Afp October 31, 2016
File photo of Iraqi soldiers firing a rocket toward Islamic State militants on the outskirt of the Makhmour south of Mosul, Iraq. PHOTO: REUTERS

BARTALLA, IRAQ: Iraqi special forces advanced on the eastern city limits of Mosul on Monday, tightening the noose as the offensive to retake the Islamic State group stronghold entered its third week.

Elite counter-terrorism forces were facing mortar fire as they pushed from the Christian town of Bartalla towards Mosul's eastern suburbs, AFP correspondents at the front said.

As an aircraft struck a suspected IS mortar position in the distance, a convoy of Humvees sprayed gunfire across the arid plain at an industrial area still held by jihadists.

"The target is to retake Bazwaya and Gogjali, the last two villages before Mosul," Muntadhar al-Shimmari, a lieutenant colonel with US-trained the Counter-Terrorism Service (CTS), told AFP at the front.

"If we manage that, we'll only be a few hundred metres (yards) from Mosul," he said.

Shimmari said "only a handful of civilians", mostly members of the Shabak minority, were thought to remain in the two villages.

Backed by air and ground support from a US-led coalition, tens of thousands of Iraqi fighters are converging on Mosul on different fronts, in the country's biggest military operation in years.

On the northern and eastern sides of Mosul, the extremist group's last major bastion in Iraq, peshmerga forces from the autonomous Kurdish region recently took several villages and consolidated their positions.

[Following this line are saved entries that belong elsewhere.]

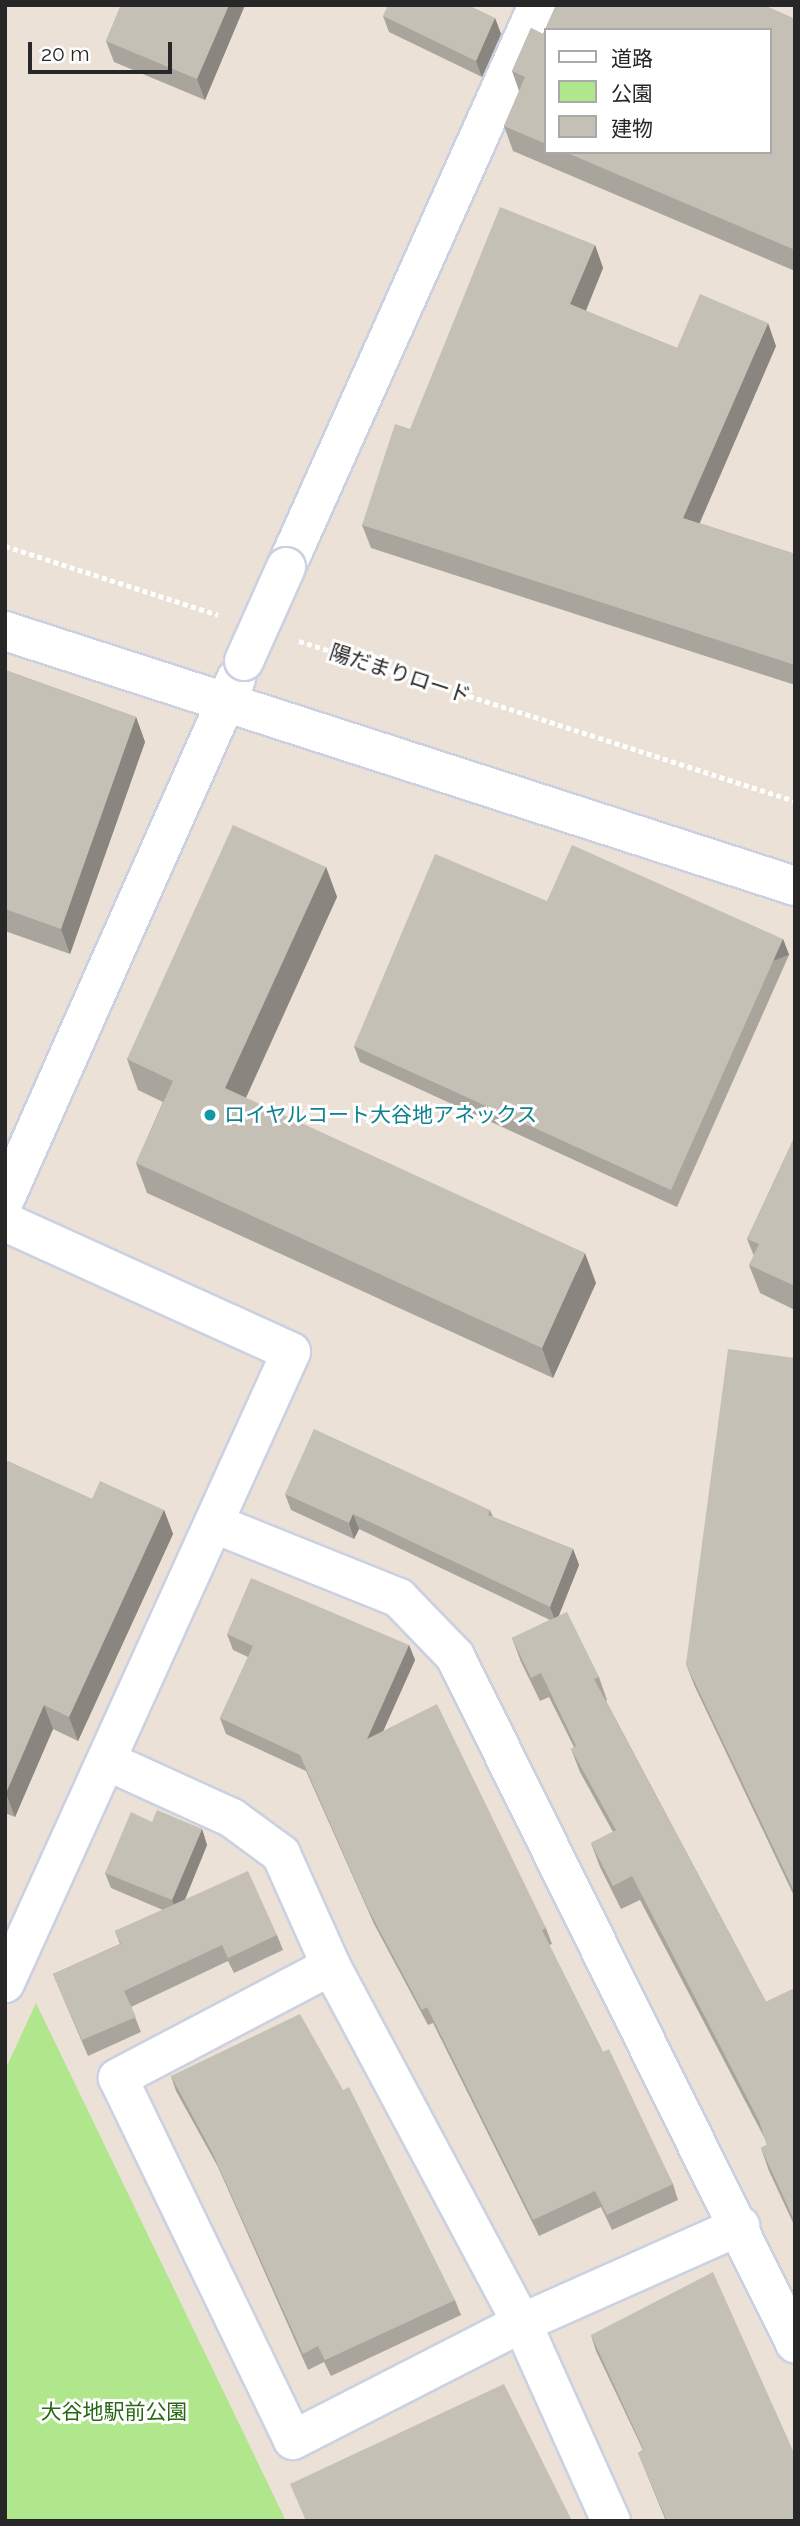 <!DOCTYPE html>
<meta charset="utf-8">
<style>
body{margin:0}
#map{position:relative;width:800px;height:2526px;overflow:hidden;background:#ebe1d6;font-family:Raleway,"Noto Sans JP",sans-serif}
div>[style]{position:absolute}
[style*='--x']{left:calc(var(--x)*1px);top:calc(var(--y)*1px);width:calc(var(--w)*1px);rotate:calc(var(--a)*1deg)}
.green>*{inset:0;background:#b0e78d}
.path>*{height:4.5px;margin-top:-2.25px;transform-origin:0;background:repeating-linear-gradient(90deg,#fff 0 5px,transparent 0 8.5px)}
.roads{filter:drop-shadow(2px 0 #ccd1e2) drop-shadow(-2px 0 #ccd1e2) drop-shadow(0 2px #ccd1e2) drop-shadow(0 -2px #ccd1e2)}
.street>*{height:38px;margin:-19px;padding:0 19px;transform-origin:19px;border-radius:19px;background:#fff}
.bridges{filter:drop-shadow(2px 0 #ccd1e2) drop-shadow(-2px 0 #ccd1e2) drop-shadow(0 2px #ccd1e2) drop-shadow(0 -2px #ccd1e2)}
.street-bridge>*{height:38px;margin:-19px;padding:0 19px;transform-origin:19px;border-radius:19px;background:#fff}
.wall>*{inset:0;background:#a9a59d}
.shaded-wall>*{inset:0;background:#8a867f;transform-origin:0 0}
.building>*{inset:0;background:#c5c0b6}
.dots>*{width:19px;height:19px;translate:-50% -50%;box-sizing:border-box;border:4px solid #fff;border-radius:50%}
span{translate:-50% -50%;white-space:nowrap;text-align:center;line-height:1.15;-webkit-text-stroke:6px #fff;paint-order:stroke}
.street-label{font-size:21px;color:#272727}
.culture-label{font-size:21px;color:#0d838f}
.left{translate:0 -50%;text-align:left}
.park-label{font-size:21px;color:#286713}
.frame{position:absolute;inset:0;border:7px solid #272727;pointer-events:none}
.legend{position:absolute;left:544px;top:28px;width:228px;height:126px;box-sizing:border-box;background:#fff;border:2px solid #a9a9a9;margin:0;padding:9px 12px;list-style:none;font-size:21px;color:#272727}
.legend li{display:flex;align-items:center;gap:14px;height:35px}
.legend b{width:35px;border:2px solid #a9a9a9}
.scale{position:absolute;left:28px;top:42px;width:144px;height:32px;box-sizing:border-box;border:4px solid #272727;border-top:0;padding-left:9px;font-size:21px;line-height:24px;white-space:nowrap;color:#272727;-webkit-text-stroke:5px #fff;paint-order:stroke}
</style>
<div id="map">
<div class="green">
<div style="clip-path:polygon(36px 2003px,286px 2521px,5px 2521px,5px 2070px)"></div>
</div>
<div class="path">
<div style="--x:5;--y:546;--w:224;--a:17.9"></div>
<div style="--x:299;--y:641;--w:521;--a:17.88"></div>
</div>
<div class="roads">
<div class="street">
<div style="--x:286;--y:567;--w:616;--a:-65.85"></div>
<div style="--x:5;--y:631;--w:830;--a:17.89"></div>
<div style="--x:5;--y:1199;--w:569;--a:-66.05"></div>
<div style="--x:5;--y:1222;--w:314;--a:24.4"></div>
<div style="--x:291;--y:1352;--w:693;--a:114.38"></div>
<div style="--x:215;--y:1524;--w:198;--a:21.9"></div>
<div style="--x:399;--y:1598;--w:81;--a:46"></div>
<div style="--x:455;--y:1656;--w:767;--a:63.67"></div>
<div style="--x:107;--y:1761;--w:137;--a:24.5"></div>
<div style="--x:232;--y:1818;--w:61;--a:36.3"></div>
<div style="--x:281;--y:1854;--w:123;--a:65.9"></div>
<div style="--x:331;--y:1966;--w:405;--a:61.9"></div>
<div style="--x:522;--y:2323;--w:217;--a:65.8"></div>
<div style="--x:331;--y:1966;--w:241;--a:152.3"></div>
<div style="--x:118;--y:2078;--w:402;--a:64.2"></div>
<div style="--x:293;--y:2440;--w:257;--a:-27.1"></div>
<div style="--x:522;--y:2323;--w:239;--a:-24"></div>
</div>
</div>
<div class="bridges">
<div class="street-bridge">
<div style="--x:244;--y:661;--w:103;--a:-65.9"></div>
</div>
</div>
<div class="wall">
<div style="clip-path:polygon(121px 5px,245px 5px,205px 100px,114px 62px,106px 41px)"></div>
<div style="clip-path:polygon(evenodd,556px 5px,763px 5px,795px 19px,795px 271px,513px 151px,504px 126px,519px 91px,512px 71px,531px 28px,543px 34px,556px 5px,546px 30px,770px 30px,770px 152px,546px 152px,546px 30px)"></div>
<div style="clip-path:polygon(383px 16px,495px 18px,501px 34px,482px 77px,389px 32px)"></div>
<div style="clip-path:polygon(595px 245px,603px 268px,586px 311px,677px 348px,776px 346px,699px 523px,795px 554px,795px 685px,371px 548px,362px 525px,410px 429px)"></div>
<div style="clip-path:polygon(5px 670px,136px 717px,145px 742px,70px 954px,5px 931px)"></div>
<div style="clip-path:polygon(326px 867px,337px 897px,246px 1098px,596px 1283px,553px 1378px,147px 1193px,136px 1163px,163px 1102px,138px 1090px,127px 1059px)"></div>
<div style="clip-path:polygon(547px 901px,783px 939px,789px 955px,677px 1207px,360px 1062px,354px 1046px)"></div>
<div style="clip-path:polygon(795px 1136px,795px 1310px,760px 1293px,749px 1265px,754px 1256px,747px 1239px)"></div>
<div style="clip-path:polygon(795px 1358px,795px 1898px,695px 1687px,686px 1664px)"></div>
<div style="clip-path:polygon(5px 1460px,92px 1499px,164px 1510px,173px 1534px,78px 1741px,53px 1729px,15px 1817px,5px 1813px)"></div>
<div style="clip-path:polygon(285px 1494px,490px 1510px,493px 1517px,573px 1549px,579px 1565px,558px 1616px,599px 1677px,607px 1700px,606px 1701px,766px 2002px,795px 1988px,795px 2227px,769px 2171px,761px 2148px,767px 2145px,765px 2139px,640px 1900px,621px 1909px,600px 1867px,591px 1843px,613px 1832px,580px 1772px,571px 1749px,574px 1747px,549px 1697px,540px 1701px,521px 1662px,512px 1638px,550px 1620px,359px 1529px,354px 1539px,291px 1510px)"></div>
<div style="clip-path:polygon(227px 1634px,409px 1645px,415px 1660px,383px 1731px,546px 1928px,552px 1944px,549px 1945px,603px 2052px,673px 2184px,678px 2200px,612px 2230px,601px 2207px,539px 2236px,433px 2023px,428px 2025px,374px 1924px,306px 1771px,226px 1734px,220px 1718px,248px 1657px,233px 1650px)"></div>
<div style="clip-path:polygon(152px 1822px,202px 1829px,207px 1845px,185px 1900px,277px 1935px,283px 1950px,234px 1973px,228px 1961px,131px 2007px,141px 2032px,88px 2056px,53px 1974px,120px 1944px,115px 1931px,163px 1910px,111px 1888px,105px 1873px)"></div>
<div style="clip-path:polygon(171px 2076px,455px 2300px,461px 2315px,331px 2376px,324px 2362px,308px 2370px,218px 2167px,176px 2091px)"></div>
<div style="clip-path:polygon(591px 2335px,795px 2521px,666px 2521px,638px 2453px,643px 2450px,596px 2351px)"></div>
</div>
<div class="shaded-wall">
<div style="clip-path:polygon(229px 5px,245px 5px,205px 100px,197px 79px)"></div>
<div style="clip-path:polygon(495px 18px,501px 34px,482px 77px,476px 61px)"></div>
<div style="clip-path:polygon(595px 245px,603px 268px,579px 327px,570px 304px)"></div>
<div style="clip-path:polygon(768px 323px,776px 346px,692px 541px,683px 518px)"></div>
<div style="clip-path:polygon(136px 717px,145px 742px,70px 954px,61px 929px)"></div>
<div style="clip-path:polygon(326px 867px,337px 897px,236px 1119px,225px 1088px)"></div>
<div style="left:783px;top:939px;width:17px;height:275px;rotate:69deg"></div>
<div style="clip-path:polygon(585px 1253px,596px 1283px,553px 1378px,542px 1348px)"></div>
<div style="clip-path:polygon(164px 1510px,173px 1534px,78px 1741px,69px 1717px)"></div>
<div style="clip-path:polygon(353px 1514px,359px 1529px,354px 1539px,349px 1523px)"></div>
<div style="clip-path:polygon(573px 1549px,579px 1565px,556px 1623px,550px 1607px)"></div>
<div style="clip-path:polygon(409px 1645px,415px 1660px,373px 1754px,367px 1739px)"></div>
<div style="clip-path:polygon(44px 1705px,53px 1729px,15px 1817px,6px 1793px)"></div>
<div style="clip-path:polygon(202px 1829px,207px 1845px,178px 1916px,172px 1900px)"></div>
</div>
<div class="building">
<div style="clip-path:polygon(121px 5px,229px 5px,197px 79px,106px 41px)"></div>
<div style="clip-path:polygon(388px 5px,468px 5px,495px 18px,476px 61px,383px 16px)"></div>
<div style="clip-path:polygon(556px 5px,763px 5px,795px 19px,795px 250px,565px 152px,770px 152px,770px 30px,546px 30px,546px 144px,504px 126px,525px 77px,512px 71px,531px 28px,543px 34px)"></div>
<div style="clip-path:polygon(500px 207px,595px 245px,570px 304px,677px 348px,700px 294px,768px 323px,683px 518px,795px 554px,795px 665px,362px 525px,395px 424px,410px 429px)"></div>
<div style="clip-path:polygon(5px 670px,136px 717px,61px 929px,5px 909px)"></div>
<div style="clip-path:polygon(233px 825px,326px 867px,225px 1088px,585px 1253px,542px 1348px,136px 1163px,173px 1081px,127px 1059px)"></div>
<div style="clip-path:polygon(572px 845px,783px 939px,671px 1190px,354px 1046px,435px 854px,547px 901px)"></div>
<div style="clip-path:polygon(795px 1136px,795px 1286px,749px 1265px,759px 1244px,747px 1239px)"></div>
<div style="clip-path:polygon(728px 1349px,795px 1358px,793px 1381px,795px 1381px,795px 1893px,686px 1664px)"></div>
<div style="clip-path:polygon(314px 1429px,490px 1510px,488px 1515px,573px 1549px,550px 1607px,353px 1514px,349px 1523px,285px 1494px)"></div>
<div style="clip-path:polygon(5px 1460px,92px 1499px,100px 1481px,164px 1510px,69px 1717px,44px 1705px,6px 1793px,5px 1793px)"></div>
<div style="clip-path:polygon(251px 1578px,409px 1645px,367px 1739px,437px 1704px,546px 1928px,542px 1930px,603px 2052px,609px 2049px,673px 2184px,607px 2215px,595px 2191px,533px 2220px,427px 2007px,422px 2010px,368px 1909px,300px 1755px,220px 1718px,253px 1646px,227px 1634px)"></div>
<div style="clip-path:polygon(567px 1612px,599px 1677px,594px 1679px,766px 2002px,795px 1988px,795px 2222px,761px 2148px,767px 2145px,759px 2121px,632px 1876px,613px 1886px,591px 1843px,616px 1830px,571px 1749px,576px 1746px,541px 1673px,531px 1678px,512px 1638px)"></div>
<div style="clip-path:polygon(157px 1810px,202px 1829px,172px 1900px,105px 1873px,131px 1812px,152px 1822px)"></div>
<div style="clip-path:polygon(248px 1871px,277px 1935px,228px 1958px,222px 1945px,124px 1991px,136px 2017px,82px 2040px,53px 1974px,121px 1944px,115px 1931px)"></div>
<div style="clip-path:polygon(300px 2014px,343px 2090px,349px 2087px,455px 2300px,325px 2360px,318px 2346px,303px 2354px,212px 2152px,171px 2076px)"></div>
<div style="clip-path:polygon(713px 2272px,795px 2455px,795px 2521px,667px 2521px,638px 2453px,644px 2450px,591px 2335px)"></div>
<div style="clip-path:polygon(504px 2384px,572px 2521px,306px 2521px,290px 2484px)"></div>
</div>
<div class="dots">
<div style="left:210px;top:1115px;background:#0f9aa8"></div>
</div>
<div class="street-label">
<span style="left:400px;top:674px;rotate:18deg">陽だまりロード</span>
</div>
<div class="culture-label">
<span class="left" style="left:224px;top:1115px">ロイヤルコート大谷地アネックス</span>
</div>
<div class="park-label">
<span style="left:114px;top:2412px">大谷地駅前公園</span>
</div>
<div class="frame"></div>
<ul class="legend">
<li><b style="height:9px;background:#fff"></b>道路</li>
<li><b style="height:19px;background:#b0e78d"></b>公園</li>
<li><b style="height:19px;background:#c5c0b6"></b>建物</li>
</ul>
<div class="scale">20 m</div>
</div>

To the south of the city, federal forces, backed by coalition artillery units stationed in the main staging base of Qayyarah, have been pushing north.

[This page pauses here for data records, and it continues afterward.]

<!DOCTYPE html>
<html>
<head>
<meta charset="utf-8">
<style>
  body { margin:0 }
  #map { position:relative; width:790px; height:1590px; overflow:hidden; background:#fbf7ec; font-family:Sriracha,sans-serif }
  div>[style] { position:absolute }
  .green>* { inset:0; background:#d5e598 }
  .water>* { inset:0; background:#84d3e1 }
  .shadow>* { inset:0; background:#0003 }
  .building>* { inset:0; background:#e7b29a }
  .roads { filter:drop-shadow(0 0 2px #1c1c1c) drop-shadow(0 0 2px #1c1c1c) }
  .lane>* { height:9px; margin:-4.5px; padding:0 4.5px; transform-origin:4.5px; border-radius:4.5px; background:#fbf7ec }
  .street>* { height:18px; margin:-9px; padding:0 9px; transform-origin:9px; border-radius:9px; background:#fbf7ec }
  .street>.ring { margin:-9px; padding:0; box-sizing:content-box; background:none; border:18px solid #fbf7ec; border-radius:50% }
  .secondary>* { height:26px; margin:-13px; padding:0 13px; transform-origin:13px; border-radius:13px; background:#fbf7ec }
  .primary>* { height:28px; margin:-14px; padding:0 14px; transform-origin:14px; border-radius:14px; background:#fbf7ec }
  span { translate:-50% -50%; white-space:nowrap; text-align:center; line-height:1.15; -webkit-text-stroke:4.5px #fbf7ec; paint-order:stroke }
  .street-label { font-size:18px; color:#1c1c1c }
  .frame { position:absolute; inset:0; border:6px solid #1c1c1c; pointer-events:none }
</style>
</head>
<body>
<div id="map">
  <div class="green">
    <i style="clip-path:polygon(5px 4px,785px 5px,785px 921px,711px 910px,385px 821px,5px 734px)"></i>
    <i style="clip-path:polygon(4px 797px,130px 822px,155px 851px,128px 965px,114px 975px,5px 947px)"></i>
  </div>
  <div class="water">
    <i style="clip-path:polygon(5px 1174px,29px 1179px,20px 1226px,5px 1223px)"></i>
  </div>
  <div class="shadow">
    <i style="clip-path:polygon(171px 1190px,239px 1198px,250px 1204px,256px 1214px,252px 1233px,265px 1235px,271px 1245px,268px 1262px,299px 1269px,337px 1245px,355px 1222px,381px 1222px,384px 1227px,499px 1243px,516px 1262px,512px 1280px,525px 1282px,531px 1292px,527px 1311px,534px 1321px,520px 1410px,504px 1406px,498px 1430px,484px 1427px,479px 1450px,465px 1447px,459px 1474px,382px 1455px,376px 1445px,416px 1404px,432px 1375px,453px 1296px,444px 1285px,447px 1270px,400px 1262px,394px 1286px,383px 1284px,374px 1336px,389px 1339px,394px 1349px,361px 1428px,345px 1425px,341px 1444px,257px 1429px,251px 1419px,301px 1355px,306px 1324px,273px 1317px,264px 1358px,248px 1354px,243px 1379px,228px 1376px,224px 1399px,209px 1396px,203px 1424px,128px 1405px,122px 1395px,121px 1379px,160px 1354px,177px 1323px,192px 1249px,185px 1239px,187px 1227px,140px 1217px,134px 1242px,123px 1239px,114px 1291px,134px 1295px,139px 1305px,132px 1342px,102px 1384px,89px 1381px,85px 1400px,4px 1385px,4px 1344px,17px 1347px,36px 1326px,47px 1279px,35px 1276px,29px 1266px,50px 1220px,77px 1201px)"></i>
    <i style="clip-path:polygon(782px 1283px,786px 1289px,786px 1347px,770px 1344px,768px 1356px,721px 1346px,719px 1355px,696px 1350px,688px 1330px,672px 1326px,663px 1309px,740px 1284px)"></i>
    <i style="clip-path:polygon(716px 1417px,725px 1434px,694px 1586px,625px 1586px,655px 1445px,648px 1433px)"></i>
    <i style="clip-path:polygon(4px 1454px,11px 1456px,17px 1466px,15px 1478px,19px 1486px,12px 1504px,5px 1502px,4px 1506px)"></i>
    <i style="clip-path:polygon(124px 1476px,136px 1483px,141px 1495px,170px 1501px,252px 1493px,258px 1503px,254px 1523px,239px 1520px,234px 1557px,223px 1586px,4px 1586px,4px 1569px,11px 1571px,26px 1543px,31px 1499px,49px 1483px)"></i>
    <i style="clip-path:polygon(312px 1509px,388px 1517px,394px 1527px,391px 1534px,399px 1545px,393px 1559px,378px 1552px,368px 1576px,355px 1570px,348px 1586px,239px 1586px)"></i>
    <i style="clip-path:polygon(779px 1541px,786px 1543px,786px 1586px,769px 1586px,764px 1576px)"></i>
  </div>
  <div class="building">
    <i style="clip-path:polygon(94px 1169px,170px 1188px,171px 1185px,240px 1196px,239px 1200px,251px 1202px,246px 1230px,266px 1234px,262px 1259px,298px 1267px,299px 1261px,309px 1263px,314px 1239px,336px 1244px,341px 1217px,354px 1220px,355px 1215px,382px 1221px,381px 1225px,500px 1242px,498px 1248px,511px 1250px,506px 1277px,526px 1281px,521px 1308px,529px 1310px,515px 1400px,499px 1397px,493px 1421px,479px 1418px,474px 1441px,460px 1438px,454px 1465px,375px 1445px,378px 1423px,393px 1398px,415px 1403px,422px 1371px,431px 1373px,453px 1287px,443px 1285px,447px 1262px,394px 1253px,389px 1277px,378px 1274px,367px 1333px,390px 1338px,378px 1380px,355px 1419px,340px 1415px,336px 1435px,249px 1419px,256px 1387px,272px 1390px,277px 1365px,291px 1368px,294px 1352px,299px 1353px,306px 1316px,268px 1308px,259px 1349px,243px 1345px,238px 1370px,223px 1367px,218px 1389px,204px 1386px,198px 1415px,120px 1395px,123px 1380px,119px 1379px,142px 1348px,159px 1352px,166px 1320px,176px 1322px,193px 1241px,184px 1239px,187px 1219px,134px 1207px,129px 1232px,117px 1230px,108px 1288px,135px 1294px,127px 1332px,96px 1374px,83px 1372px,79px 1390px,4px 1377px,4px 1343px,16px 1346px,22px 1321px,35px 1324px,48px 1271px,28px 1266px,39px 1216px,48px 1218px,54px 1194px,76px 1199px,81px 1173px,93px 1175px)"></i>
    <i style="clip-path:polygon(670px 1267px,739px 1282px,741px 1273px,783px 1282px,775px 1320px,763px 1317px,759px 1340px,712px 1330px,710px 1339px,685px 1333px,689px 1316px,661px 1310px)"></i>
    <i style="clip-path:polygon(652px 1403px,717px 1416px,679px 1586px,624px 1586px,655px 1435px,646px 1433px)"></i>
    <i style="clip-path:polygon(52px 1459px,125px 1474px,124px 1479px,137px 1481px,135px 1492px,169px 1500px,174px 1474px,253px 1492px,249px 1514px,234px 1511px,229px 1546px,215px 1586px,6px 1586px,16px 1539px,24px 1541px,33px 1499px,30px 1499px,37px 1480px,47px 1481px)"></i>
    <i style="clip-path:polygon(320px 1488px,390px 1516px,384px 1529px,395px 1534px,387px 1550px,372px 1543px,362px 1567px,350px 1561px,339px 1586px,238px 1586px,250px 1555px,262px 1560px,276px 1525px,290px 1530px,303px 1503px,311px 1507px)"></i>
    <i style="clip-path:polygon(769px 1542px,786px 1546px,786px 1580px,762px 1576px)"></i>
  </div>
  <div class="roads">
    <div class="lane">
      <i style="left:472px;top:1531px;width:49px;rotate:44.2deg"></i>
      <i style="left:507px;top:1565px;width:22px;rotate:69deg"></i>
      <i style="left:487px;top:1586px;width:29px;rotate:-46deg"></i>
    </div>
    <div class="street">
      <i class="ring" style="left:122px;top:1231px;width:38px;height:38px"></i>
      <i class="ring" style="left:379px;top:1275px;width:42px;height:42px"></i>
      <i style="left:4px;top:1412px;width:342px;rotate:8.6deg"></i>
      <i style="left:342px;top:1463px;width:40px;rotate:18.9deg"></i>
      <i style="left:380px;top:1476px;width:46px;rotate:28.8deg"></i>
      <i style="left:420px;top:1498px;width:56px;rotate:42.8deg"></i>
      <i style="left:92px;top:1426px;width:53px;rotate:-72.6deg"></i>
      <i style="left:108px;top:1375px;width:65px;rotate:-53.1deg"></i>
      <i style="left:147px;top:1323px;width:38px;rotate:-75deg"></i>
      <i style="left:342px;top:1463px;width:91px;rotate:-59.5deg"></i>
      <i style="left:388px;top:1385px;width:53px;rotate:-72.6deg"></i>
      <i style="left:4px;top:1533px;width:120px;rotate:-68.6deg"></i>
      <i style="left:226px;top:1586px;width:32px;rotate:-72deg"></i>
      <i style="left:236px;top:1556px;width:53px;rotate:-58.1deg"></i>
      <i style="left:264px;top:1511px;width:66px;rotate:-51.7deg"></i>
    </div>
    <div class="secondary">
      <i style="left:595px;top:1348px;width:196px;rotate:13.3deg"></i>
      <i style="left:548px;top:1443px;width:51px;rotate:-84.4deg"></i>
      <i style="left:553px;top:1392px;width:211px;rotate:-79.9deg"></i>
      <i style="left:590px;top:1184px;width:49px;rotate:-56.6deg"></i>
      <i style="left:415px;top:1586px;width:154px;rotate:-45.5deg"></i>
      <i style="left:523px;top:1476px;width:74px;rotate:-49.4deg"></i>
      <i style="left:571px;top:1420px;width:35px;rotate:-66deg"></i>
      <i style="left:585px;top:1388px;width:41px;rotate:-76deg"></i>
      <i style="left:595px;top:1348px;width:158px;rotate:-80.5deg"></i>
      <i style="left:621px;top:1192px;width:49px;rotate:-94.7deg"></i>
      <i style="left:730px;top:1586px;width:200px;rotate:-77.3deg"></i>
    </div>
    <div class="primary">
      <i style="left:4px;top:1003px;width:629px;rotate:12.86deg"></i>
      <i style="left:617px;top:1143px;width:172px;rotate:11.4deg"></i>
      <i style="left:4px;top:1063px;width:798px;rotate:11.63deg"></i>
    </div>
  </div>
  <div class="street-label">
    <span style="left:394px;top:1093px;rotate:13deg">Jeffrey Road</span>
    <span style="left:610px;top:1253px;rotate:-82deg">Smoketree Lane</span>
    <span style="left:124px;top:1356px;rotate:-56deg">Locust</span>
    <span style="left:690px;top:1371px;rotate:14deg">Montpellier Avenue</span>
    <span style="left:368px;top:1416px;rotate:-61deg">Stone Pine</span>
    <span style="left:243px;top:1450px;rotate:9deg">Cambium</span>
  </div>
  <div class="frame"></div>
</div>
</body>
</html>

They have the most ground to cover and are still some distance from the southern limits of Mosul.

Paramilitary forces from the Hashed al-Shaabi (Popular Mobilisation), an umbrella organisation dominated by Iran-backed Shiite militia, opened another front over the weekend.

They are not directly headed for Mosul, instead setting their sights on the town of Tal Afar to the west, with the aim of retaking it and cutting supply lines between Mosul and the Syrian border.

Their leadership says publicly that they do not intend to enter Mosul, which has an overwhelmingly Sunni population, but commanders on the ground say they want to fight inside the city.

The initial shaping phase of the operation, during which dozens of villages and several towns have already been retaken from IS, is still under way.

Once the initial phase is over, Iraqi forces are expected to besiege Mosul, attempt to open safe corridors for the million-plus civilians still believed to live there, and breach the city to take on die-hard jihadists in street battles.

Humanitarian organisations have been fighting against the clock to build up the capacity to handle an expected exodus from the city.

The United Nations says up to a million people could be displaced in the coming weeks.

More than 17,000 people have already fled their homes since the start of the operation and the Norwegian Refugee Council said there were currently only 55,000 more places available in camps.

In the dozens of villages and towns scattered over territory retaken from IS over the past two weeks, civilians were very slowly returning to a life free from the "caliphate" IS declared in Mosul in 2014.

Qaraqosh, which was previously Iraq's largest Christian, saw its first mass in more than two years on Sunday.

"After two years and three months in exile, I just celebrated the Eucharist in the cathedral of the Immaculate Conception the Islamic State wanted to destroy," Yohanna Petros Mouche, the Syriac Catholic Archbishop of Mosul, said.

Most retaken areas were far from being habitable however, with months of mine clearing and reconstruction needed before the bulk of the original population can return.

IS has been losing ground steadily in Iraq since 2015 and the outcome of the Mosul battle is in little doubt, but commanders have warned it could last months.

The loss of Mosul, where jihadist supremo Abu Bakr al-Baghdadi declared his Islamic "state" in June 2014, could end the days of IS as a land-holding force in Iraq.

That would leave the Syrian city of Raqa as the group's only major hub. The US-led coalition and its allies on the ground have pledged to attack it soon.